The book has also attracted criticism, among them a piece in the Times Literary Supplement in 2009 by University of Chicago Professor Bernard Wasserstein. Wasserstein cited Arendt's systematic internalization of the various anti-Semitic and Nazi sources and books she was familiar with, which led to the use of many of these sources as authorities in the book. On the other hand, Gershom Scholem criticized Eichmann in Jerusalem but still praised the Origins of Totalitarianism. In several other places, Scholem mentions that he learned from Ernst Bloch that much Jewish literature and testimony in respect of some historical periods is not available due to pogroms, leaving antisemitic sources as the only surviving references for those periods.

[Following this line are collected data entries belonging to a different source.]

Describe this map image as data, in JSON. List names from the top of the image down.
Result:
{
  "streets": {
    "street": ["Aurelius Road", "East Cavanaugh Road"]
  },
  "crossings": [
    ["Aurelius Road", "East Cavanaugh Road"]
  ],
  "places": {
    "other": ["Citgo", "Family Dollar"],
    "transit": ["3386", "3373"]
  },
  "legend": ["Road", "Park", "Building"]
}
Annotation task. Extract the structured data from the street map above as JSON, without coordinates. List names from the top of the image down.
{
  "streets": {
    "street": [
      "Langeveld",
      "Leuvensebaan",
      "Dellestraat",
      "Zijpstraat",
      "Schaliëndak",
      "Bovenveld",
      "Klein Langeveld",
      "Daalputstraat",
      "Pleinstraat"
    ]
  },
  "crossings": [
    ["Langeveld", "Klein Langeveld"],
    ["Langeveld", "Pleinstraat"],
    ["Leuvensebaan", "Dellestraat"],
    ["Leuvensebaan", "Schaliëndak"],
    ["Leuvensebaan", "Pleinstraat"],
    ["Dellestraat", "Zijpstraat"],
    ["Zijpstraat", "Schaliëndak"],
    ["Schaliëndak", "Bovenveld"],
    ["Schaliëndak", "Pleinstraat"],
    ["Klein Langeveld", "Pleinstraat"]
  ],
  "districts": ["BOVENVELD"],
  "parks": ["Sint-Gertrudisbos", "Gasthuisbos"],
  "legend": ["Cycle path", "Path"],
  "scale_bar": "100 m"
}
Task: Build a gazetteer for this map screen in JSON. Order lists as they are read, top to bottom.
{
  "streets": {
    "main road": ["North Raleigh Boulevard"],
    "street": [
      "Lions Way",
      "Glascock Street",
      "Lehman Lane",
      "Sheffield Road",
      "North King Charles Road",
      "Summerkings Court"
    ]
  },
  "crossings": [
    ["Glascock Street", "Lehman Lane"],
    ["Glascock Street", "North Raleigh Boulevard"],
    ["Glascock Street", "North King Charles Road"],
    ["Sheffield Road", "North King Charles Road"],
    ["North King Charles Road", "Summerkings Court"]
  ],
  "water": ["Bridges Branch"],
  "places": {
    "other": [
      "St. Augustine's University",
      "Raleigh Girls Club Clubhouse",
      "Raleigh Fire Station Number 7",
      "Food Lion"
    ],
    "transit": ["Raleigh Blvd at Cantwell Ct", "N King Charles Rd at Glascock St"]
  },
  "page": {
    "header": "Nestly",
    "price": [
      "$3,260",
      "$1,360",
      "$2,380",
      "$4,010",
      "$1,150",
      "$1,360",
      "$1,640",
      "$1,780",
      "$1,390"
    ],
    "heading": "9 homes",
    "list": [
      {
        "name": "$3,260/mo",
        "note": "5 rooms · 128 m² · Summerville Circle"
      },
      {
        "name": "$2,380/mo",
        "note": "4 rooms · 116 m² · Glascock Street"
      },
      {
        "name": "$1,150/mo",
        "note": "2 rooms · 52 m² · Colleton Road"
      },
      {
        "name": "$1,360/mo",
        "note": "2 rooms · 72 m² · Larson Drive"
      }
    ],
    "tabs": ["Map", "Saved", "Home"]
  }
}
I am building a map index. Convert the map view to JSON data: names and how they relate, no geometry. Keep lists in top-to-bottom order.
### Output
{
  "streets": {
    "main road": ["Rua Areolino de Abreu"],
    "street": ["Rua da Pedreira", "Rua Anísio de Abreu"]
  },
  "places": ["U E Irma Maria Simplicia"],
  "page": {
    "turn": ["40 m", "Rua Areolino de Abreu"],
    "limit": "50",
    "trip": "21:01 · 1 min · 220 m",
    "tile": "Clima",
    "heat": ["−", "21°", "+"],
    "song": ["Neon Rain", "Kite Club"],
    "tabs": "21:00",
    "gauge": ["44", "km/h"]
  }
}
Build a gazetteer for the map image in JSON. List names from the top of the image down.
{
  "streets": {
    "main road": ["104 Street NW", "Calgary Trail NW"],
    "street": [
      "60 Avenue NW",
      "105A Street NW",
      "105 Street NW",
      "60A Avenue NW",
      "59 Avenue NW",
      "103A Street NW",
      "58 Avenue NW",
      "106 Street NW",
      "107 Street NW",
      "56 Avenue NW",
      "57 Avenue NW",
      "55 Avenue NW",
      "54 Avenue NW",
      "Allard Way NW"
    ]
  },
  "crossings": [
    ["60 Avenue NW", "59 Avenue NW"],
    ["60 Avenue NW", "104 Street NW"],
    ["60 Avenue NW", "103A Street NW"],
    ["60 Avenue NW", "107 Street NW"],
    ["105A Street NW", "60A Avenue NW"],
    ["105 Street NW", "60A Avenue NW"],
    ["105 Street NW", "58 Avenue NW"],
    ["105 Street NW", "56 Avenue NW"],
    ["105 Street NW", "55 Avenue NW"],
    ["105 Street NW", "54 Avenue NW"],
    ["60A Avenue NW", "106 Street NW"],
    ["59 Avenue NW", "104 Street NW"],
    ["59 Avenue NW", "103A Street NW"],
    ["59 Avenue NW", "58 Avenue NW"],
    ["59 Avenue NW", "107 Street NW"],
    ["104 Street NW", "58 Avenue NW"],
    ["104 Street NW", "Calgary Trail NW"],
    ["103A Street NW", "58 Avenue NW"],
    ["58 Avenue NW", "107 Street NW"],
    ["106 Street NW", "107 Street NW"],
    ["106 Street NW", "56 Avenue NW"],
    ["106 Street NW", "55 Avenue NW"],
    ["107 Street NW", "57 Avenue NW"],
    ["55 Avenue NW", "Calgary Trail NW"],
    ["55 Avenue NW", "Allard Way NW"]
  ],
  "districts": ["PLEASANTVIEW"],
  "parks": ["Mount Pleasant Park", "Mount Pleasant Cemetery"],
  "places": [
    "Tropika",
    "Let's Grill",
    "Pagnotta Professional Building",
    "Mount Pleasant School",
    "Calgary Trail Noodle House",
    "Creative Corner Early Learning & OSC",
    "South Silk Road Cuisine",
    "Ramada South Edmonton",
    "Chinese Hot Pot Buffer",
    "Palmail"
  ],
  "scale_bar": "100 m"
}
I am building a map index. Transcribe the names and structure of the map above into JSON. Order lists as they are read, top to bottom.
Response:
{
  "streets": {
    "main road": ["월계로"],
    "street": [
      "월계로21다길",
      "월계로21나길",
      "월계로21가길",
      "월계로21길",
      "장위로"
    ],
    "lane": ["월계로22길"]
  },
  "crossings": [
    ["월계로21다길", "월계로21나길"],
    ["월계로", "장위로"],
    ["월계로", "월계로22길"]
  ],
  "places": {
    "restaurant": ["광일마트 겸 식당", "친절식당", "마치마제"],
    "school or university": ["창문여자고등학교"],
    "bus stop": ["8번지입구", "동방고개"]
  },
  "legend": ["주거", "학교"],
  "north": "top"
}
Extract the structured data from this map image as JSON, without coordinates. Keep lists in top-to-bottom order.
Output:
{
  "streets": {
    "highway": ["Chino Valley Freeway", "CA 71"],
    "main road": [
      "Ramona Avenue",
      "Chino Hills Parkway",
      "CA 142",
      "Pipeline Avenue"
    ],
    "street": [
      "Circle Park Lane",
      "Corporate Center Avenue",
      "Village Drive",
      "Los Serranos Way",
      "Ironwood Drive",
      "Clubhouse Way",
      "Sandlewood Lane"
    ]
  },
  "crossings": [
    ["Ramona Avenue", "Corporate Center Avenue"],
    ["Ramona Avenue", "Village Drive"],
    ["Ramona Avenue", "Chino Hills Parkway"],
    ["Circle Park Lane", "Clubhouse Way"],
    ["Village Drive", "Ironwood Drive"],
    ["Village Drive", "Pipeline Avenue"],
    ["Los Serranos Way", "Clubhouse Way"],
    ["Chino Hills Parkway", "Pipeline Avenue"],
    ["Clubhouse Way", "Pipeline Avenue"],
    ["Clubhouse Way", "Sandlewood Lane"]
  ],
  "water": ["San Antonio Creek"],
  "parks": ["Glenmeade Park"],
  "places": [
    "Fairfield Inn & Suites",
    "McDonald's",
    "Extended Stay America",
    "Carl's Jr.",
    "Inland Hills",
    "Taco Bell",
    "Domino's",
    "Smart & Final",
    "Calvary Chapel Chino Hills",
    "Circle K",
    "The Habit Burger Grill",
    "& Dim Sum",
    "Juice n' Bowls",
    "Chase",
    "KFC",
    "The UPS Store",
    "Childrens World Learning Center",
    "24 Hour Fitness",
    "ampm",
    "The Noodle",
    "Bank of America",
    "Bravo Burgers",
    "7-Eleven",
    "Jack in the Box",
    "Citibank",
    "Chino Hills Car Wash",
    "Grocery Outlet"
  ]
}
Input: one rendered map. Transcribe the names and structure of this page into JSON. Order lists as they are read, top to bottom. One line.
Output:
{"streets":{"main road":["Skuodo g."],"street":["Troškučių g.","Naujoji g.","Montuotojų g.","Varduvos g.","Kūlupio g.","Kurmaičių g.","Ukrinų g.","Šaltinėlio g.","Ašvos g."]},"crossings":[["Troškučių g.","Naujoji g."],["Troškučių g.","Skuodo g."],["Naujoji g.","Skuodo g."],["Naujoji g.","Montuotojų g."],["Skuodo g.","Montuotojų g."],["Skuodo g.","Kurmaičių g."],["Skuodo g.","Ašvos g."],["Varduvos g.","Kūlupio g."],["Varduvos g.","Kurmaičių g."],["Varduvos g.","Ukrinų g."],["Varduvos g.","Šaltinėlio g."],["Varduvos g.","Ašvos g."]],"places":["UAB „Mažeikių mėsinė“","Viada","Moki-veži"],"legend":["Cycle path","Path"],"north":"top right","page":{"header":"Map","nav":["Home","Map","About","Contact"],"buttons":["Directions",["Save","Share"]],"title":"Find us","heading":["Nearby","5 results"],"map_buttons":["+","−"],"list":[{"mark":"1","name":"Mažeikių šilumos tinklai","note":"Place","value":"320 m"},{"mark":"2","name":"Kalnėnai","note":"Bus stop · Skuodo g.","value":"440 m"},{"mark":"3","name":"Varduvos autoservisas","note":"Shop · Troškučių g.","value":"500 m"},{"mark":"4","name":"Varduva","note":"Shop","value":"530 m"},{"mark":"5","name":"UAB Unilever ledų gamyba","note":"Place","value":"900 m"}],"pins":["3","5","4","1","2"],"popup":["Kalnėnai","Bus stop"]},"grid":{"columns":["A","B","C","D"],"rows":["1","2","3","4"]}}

The historian Emmanuelle Saada disputes Arendt's work and the general scholarly consensus that the rise of scientific racism directly correlates with the rise of colonialist imperialism. Saada contests that there is little evidence to support that ideas like those of Arthur de Gobineau, whom Arendt explicitly mentions, hold an important place in the scientific justification of European colonialism. Saada asserts that Arendt overemphasizes the role of scientific racism in forming modern totalitarianism, but in reality, Arendt should attribute blame to the "bureaucratic racism" she discusses elsewhere in the text.

Such scholars as Jürgen Habermas have supported Arendt in her 20th-century criticism of totalitarian readings of Marxism. That commentary on Marxism has indicated concerns with the limits of totalitarian perspectives often associated with Marx's apparent over-estimation of the emancipatory potential of the forces of production. Habermas extends that critique in his writings on functional reductionism in the life-world in his Lifeworld and System: A Critique of Functionalist Reason.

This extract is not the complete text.